Exercise aim: Starting at the first line of the data and ending at the line with "display:grid; place-items:center; width:90px;", copy each line exactly. Include both of those lines, but no pictures.

Records for this exercise:

-------------------------

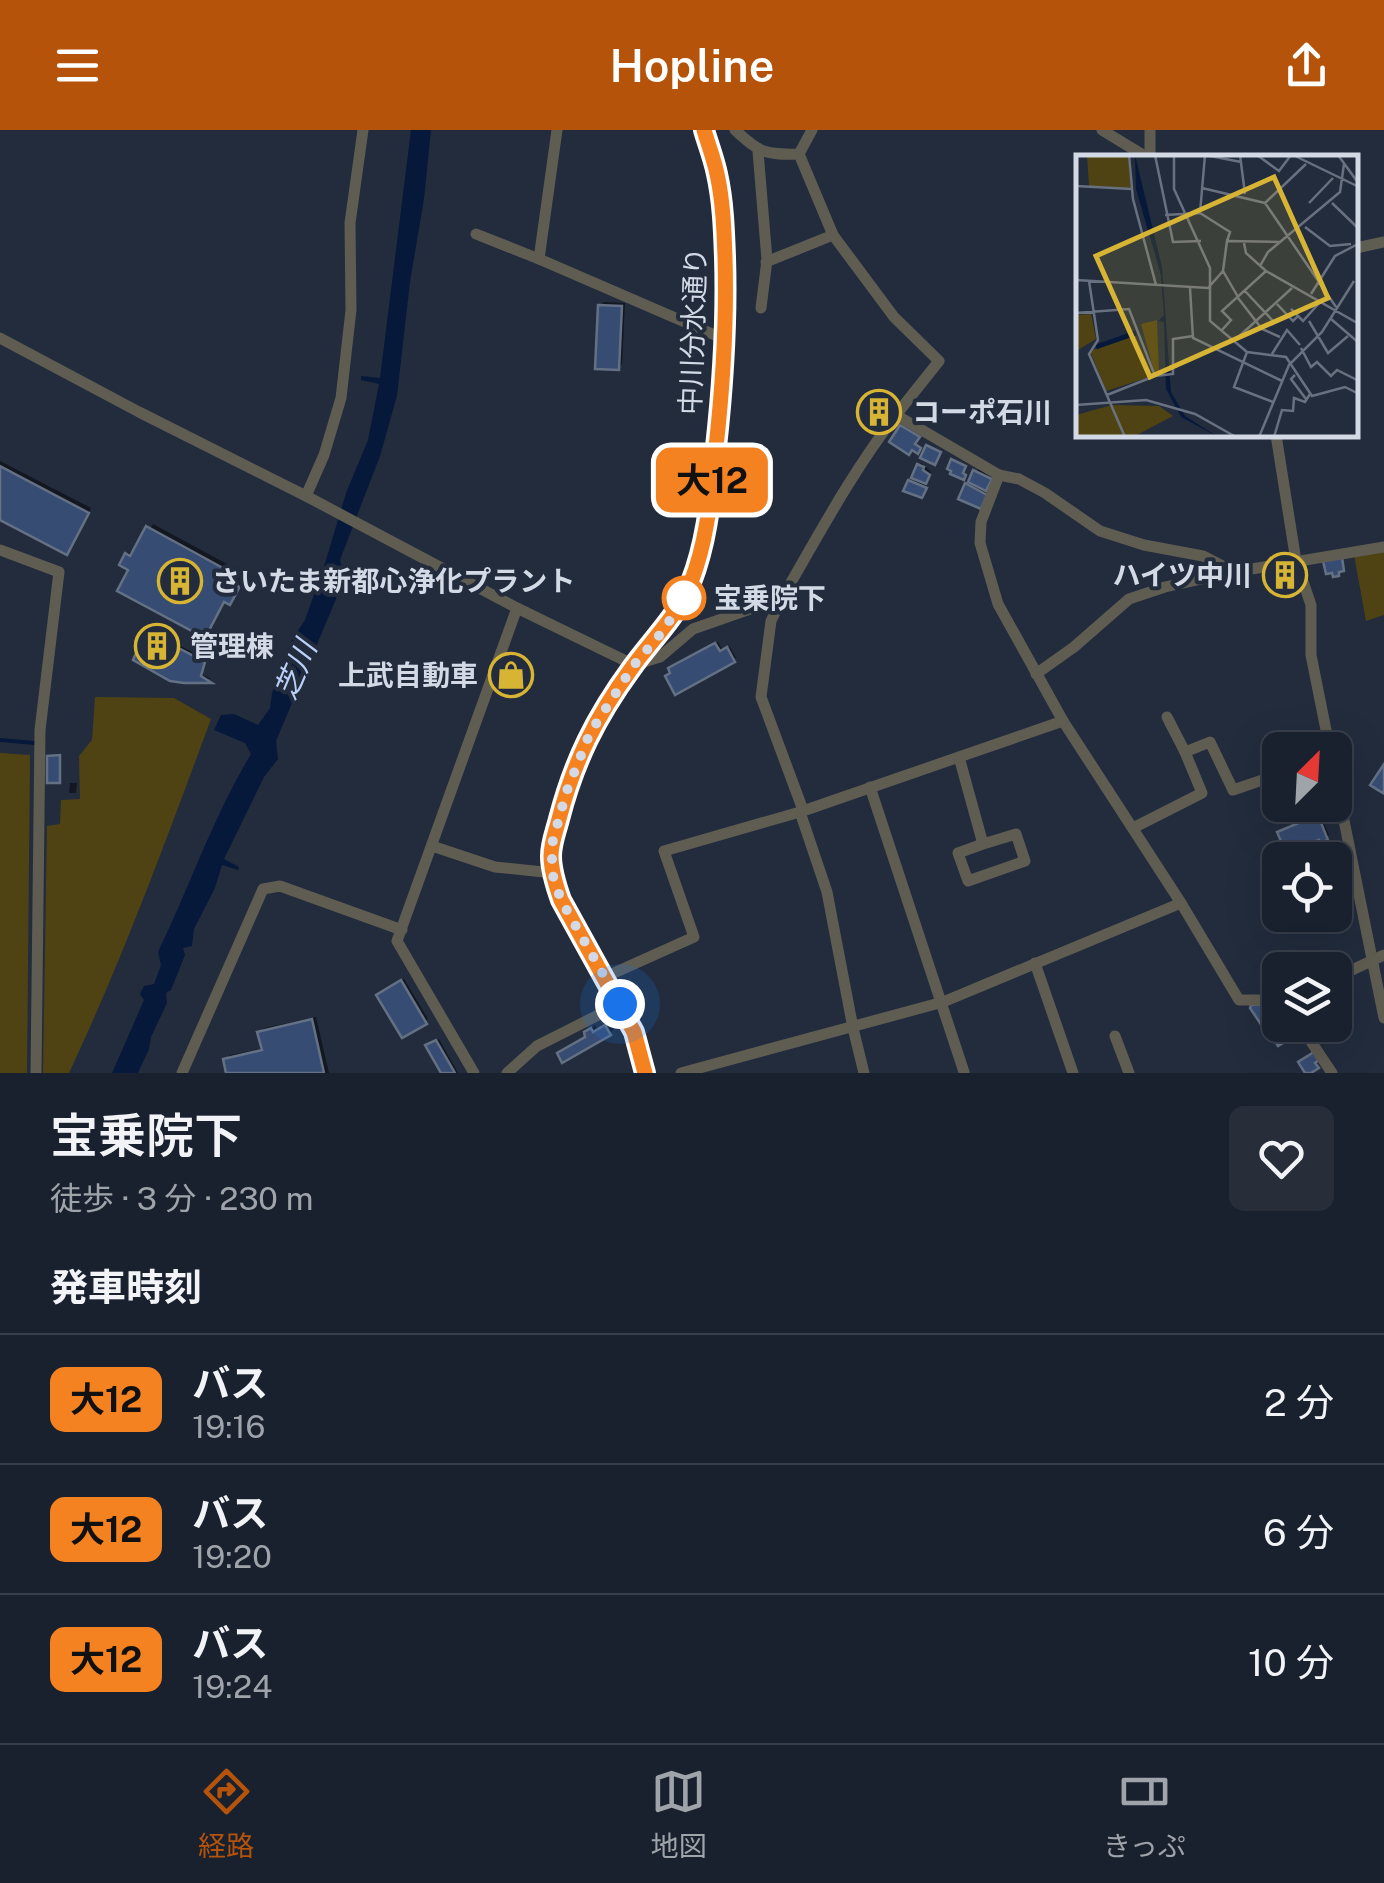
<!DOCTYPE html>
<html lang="ja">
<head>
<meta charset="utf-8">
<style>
	:root { --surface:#1a212e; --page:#272e3a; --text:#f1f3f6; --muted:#9fa3aa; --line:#383e4a; --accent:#b45309 }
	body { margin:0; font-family:"Public Sans","Noto Sans JP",sans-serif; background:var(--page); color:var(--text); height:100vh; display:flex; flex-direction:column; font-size:38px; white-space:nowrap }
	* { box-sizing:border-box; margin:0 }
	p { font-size:32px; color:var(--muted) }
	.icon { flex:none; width:55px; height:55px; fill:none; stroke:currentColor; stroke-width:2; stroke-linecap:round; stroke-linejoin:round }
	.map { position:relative; height:943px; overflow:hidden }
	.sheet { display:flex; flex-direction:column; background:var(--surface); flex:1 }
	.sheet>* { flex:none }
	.badge { padding:0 20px; border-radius:15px; font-size:35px; line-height:65px }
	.needle { width:65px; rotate:24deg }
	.tools { position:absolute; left:1262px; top:602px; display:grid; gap:20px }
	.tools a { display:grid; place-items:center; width:90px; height:90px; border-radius:15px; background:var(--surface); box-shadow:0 10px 40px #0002,0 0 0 2px var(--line); font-size:50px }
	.you { position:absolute; width:50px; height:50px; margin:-25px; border:8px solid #fff; border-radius:50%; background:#1a73e8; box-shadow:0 0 0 15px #1a73e833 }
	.map>.badge { position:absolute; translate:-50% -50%; box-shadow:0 0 0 5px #fff }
	h2 { padding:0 50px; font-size:38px; line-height:90px }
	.round { display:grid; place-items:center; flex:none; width:105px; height:105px; border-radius:15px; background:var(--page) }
	.overview { display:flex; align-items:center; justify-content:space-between; height:170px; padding:0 50px }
	h1 { font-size:48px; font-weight:600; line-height:75px }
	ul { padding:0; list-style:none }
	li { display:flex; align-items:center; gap:30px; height:130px; padding:0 50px; border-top:2px solid var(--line) }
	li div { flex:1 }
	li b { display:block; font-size:38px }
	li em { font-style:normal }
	li .badge { min-width:110px; font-weight:700; text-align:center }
	header { display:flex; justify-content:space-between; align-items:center; height:130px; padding:0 50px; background:var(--accent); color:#fff; font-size:45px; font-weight:600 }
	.tabs { display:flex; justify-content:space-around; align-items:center; height:140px; border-top:2px solid var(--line); background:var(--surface); font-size:28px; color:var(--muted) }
	.tabs a { display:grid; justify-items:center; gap:5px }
	.tabs .current { color:var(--accent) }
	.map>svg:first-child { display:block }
	.green { fill:#504313 }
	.water { fill:#07193a }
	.shadow { fill:#0007 }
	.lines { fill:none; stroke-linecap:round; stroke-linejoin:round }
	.stream { stroke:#07193a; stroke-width:4 }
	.building { fill:#374c72; stroke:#647084; stroke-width:2.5 }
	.street { stroke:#5f5c52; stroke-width:11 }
	.secondary { stroke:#7b7667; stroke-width:18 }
	.line-casing { stroke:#fff; stroke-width:22 }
	.line { stroke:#f58220; stroke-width:15 }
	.walk { stroke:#d3d9e5; stroke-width:10; stroke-dasharray:0 18 }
	.stop-dot { fill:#fff; stroke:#f58220; stroke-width:5 }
	.labels { text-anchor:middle; stroke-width:8; stroke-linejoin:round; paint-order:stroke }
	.street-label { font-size:28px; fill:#d3d9e5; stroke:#222c3d }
	.poi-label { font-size:28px; font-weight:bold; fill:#d3d9e5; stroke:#222c3d; text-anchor:start }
	.stop-label { font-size:28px; font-weight:bold; fill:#d3d9e5; stroke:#222c3d; text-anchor:start }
	.water-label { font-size:30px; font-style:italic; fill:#bad0f7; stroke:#222c3d }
	.inset-river { fill:none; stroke:#07193a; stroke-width:5 }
	.inset-road { fill:none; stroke:#697180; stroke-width:2.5 }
	.view { fill:#d7b434; fill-opacity:0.15; stroke:#d7b434; stroke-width:5 }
	.inset-edge { fill:none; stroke:#d3d9e5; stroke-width:5 }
</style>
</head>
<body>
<header><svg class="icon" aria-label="menu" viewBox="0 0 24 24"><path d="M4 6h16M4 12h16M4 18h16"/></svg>Hopline<svg class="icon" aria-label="share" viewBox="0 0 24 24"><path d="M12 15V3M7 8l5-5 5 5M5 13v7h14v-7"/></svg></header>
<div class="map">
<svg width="1384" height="943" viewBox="0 0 1384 943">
	<rect width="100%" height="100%" fill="#222c3d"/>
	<g class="green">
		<path d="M1384 421V485L1366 491 1354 425Z"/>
		<path d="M95 567 174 568 211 589C167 708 123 828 69 943H43L47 696 60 694 61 670 80 669 79 626 92 610Z"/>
		<path d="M0 623 30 625 27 943H0Z"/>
	</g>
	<path class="water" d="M411 0H431L424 69 410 152 397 266 380 326 340 430 343 441 342 455 276 611 278 629 264 647 224 729 239 737 238 740 222 735 215 758 194 799 192 816 183 818 185 825 171 860 166 863 167 873 151 907 149 919 138 943H112L144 870 140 864 144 856 154 854 161 835 158 822C190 756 213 687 251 624L245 613 214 600 221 585 234 584 258 595 270 578 272 563 292 510 305 490 326 430 346 363 368 310 379 254 361 250V246L380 248Z"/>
	<g class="shadow">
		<path d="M604 172 625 173 622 234 618 238 600 176Z"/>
		<path d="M877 268 893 278 886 289 875 270Z"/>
		<path d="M0 331 91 378 71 417 0 387Z"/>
		<path d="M921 333 931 342 923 354 927 356 924 363 910 351Z"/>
		<path d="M978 339 992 346 983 360 988 362 983 374 962 368Z"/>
		<path d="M153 394 238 440 242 452 233 468 225 470 208 501 132 439 127 425 131 421 135 423Z"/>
		<path d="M151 501 206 529 201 544 211 549 184 551 148 503Z"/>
		<path d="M718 512 723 521 730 517 736 528 676 561 673 536Z"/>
		<path d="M70 653H77L76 663H69Z"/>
		<path d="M1320 685 1329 705 1326 707 1282 700Z"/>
		<path d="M404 849 428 889 403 905 381 863Z"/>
		<path d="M316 887 329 943H229L226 930 230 925 264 918 260 902 264 898Z"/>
		<path d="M610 893 614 899 610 903 586 902 595 895 598 900Z"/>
		<path d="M439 909 458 943H444L429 916Z"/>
	</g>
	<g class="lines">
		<path class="stream" d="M0 610 35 613"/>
	</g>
	<g class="building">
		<path d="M598 175 622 176 619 240 595 239Z"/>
		<path d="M873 268 893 281 884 295 865 283Z"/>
		<path d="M900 295 920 307 915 314 921 318 918 324 912 320 909 325 889 312Z"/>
		<path d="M926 315 941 322 935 335 920 328Z"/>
		<path d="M951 329 966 336 963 343 966 345 964 350 950 344 951 341 947 339Z"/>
		<path d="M917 334 924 337 923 340 930 345 926 354 911 348Z"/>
		<path d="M0 336 89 383 67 425 0 390Z"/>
		<path d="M973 340 992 349 986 361 968 352Z"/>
		<path d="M908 350 927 358 922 368 903 361Z"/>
		<path d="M965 353 987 365 981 379 958 369Z"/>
		<path d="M146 396 234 444 239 458 230 475 224 472 205 508 117 461 128 440 119 435 125 423 130 426Z"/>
		<path d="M1342 427 1344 441 1339 442V446L1333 447 1332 443 1326 444 1323 431Z"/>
		<path d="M1293 437 1295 451 1277 454 1274 440Z"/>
		<path d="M146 501 205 532 201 546 212 553H184L170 551 133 530Z"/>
		<path d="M715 513 720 521 727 517 735 532 675 565 665 546 670 543 668 538Z"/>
		<path d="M510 531 525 537 514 565 499 559Z"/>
		<path d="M60 625V653H47V626Z"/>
		<path d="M1384 634V660L1383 663 1370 655Z"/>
		<path d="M1318 685 1328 710 1320 713 1319 710 1286 723 1277 702Z"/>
		<path d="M401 850 427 894 402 908 376 865Z"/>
		<path d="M1277 873 1280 878V895H1283L1268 905 1250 878 1251 875Z"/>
		<path d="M312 889 324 943H226L223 929 262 920 257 902Z"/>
		<path d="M605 895 611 905 562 933 557 923 585 907 584 902 591 898 593 902Z"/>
		<path d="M1290 895 1296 905 1278 916 1272 906Z"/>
		<path d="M436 910 455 943H441L425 915Z"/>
		<path d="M1314 922 1319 930 1315 933 1319 938 1311 943H1305L1298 932Z"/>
	</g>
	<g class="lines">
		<g class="street">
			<path d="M557 0 539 129 724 209"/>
			<path d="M735 0C760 23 765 25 799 24L833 105 894 187 939 231 896 285"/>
			<path d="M1102 0 1148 28"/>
			<path d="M758 21 767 130 761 178"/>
			<path d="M799 24 812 0"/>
			<path d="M1150 28V0"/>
			<path d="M476 104 539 129"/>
			<path d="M1356 118 1384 112"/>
			<path d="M766 132 833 105"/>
			<path d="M0 208 139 282 306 366 517 478 634 535 660 527 693 499 782 468C818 406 852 342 896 285L999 345 1019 349 1045 363 1100 401 1144 415 1203 426 1234 442"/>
			<path d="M1276 305 1296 431 1311 475V525L1330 620"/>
			<path d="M999 345 981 392 980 413 998 474 1063 591 1181 773 1239 870H1280"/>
			<path d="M306 366 324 325 341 268 351 180 350 93 363 0"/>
			<path d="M0 420 59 442 40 600 36 943"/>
			<path d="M782 468 771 491 761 567 803 680"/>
			<path d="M1036 544 1074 517 1129 469 1165 457 1234 442 1384 417"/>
			<path d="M1185 622 1210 612 1233 660 1280 644"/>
			<path d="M959 627 983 714 958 723 968 751 1025 731 1016 704 983 714"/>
			<path d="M1335 646 1384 888"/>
			<path d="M870 657 964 942"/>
			<path d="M800 682 827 762 853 898 864 943"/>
			<path d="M1133 698 1202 663 1185 622 1167 587"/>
			<path d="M432 716 495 737 553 743"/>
			<path d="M1035 833 1073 943"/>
			<path d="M605 847 694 807 664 721 800 682 1063 591"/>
			<path d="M1335 848 1384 825"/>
			<path d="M1300 895 1332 943"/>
			<path d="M1115 906 1129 943"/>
			<path d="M182 943 263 759 280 756 402 800"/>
			<path d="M474 943 397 811 517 478"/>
			<path d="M507 943 537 916 620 874"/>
			<path d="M681 943 943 872 1181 773"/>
		</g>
		<path class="secondary" d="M645 943 633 902 561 770C555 756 551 741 551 726 552 711 557 696 561 681 575 628 599 583 631 539 653 510 678 486 691 452 707 412 710 367 715 325 722 259 727 193 725 127 724 99 723 71 717 44 714 29 708 14 704 0"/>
	</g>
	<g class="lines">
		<defs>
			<path id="line" d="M645 943 634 902 561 770C556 756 551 741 551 726 551 713 556 701 559 689 574 631 596 587 631 539 652 509 678 486 691 452 708 409 711 362 716 317 723 254 727 191 725 127 724 99 723 71 717 44 714 29 708 14 704 0"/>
		</defs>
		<use href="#line" class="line-casing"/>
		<use href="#line" class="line"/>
		<path class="walk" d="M620 874 561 770 552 743V714L566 663 590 603 634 535 663 501 684 468"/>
	</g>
	<defs>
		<symbol id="building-ring" viewBox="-11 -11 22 22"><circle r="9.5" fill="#222c3d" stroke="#d7b434" stroke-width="1.5"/><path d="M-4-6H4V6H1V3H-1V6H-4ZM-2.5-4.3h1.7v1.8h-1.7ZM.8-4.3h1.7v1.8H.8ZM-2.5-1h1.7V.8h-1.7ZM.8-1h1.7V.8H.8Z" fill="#d7b434"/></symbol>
		<symbol id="shop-ring" viewBox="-11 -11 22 22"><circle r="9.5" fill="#222c3d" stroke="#d7b434" stroke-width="1.5"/><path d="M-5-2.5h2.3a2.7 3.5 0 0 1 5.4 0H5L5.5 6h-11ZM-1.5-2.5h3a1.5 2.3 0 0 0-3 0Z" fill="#d7b434"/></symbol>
	</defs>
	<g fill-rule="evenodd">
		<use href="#building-ring" x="854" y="257" width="50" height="50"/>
		<use href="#building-ring" x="1260" y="420" width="50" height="50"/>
		<use href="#building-ring" x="155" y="426" width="50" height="50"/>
		<use href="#building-ring" x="132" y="491" width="50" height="50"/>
		<use href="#shop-ring" x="486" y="520" width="50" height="50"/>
	</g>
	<circle class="stop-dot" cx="684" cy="468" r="20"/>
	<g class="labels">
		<g class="street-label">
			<text transform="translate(693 201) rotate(-88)" y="10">中川分水通り</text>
		</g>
		<g class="poi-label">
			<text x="912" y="292">コーポ石川</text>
			<text x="1252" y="455" text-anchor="end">ハイツ中川</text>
			<text x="212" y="461">さいたま新都心浄化プラント</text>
			<text x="190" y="526">管理棟</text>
			<text x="478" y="555" text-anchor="end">上武自動車</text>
		</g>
		<g class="stop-label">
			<text x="714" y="478">宝乗院下</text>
		</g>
		<g class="water-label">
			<text transform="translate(296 540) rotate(-67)" y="10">芝川</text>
		</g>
	</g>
	<g transform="translate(1076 25)">
		<rect width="282" height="282" fill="#222c3d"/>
		<path d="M11 0H52L55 33 13 31ZM15 159 20 184 0 196V160ZM81 165 83 219 79 220 65 169ZM59 180 77 221 30 236 14 196ZM36 250 83 251 97 261 57 282H0V260Z" fill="#504313"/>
		<path d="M59 0 86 112 95 237 109 261 142 282 105 262 90 234 88 167 82 166 88 160 85 120 60 34Z" fill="#07193a"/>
		<path class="inset-river" d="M20 192 60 178"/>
		<path class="inset-road" d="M53 0 57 44 80 130M79 0 97 87 125 86M98 0V34L134 113V166L171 197 210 202 236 241 269 232 283 239M164 0 169 39M181 0 203 16 215 0M217 0 283 32M262 0 283 29M230 9 189 48 260 152M0 31 56 34M126 33 189 48M233 48 257 23M256 48 283 74M124 58 129 0 165 7M89 60 124 58 154 77 151 86M229 72 254 91 275 89M168 88 170 98 190 116 283 169M184 111 192 97 264 37 268 9M147 116 162 142M0 125 132 133 147 116 151 86 204 87M13 126 22 185 13 199 49 282M114 133 117 183 206 226M169 136 198 167M235 139 259 101 280 90M162 143 186 174 204 182M201 149 217 166 222 161M215 154 227 166 245 146M0 158 53 154 79 221 31 240M255 164 283 188M233 166 252 198 272 181M146 175 155 165 146 156 190 116M158 186 216 133M225 193 235 212 241 207 255 221 261 215 283 226M171 197 158 232 197 247M196 199 211 175 224 190M219 220 215 224 230 244M79 221 97 219V184L117 181M0 250 70 245 119 259 160 282M183 282 213 210 246 177 278 126M198 282 206 255 217 256 218 243 229 247 234 239"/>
		<path class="view" d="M198 22 252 143 74 222 20 101Z"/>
		<rect width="282" height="282" class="inset-edge"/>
	</g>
</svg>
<div class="tools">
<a><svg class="needle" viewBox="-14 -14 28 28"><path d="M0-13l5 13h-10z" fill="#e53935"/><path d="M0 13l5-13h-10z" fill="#9fa3aa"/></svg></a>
<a><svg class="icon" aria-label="locate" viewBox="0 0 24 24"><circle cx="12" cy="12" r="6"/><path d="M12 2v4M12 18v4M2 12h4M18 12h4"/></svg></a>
<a><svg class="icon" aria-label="layers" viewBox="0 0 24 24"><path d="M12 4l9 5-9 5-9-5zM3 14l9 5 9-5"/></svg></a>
</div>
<div class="you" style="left:620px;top:874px"></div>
<b class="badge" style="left:712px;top:350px;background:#f58220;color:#111">大12</b>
</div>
<section class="sheet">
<div class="overview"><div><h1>宝乗院下</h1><p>徒歩 · 3 分 · 230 m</p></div><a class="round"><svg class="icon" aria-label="heart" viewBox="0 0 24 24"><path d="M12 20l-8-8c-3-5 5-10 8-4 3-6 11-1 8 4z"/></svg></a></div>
<h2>発車時刻</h2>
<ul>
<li><span class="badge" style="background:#f58220;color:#111">大12</span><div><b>バス</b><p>19:16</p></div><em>2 分</em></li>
<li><span class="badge" style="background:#f58220;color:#111">大12</span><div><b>バス</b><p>19:20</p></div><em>6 分</em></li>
<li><span class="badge" style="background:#f58220;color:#111">大12</span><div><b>バス</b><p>19:24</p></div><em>10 分</em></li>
</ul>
</section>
<nav class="tabs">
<a class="current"><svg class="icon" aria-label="directions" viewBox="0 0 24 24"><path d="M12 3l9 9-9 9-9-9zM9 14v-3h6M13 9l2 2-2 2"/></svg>経路</a>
<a><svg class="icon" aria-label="map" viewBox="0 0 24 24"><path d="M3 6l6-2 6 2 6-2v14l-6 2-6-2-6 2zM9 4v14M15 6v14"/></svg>地図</a>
<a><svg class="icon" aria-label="tickets" viewBox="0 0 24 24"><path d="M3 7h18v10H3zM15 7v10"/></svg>きっぷ</a>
</nav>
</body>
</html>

-------------------------

Solution:
<!DOCTYPE html>
<html lang="ja">
<head>
<meta charset="utf-8">
<style>
	:root { --surface:#1a212e; --page:#272e3a; --text:#f1f3f6; --muted:#9fa3aa; --line:#383e4a; --accent:#b45309 }
	body { margin:0; font-family:"Public Sans","Noto Sans JP",sans-serif; background:var(--page); color:var(--text); height:100vh; display:flex; flex-direction:column; font-size:38px; white-space:nowrap }
	* { box-sizing:border-box; margin:0 }
	p { font-size:32px; color:var(--muted) }
	.icon { flex:none; width:55px; height:55px; fill:none; stroke:currentColor; stroke-width:2; stroke-linecap:round; stroke-linejoin:round }
	.map { position:relative; height:943px; overflow:hidden }
	.sheet { display:flex; flex-direction:column; background:var(--surface); flex:1 }
	.sheet>* { flex:none }
	.badge { padding:0 20px; border-radius:15px; font-size:35px; line-height:65px }
	.needle { width:65px; rotate:24deg }
	.tools { position:absolute; left:1262px; top:602px; display:grid; gap:20px }
	.tools a { display:grid; place-items:center; width:90px; height:90px; border-radius:15px; background:var(--surface); box-shadow:0 10px 40px #0002,0 0 0 2px var(--line); font-size:50px }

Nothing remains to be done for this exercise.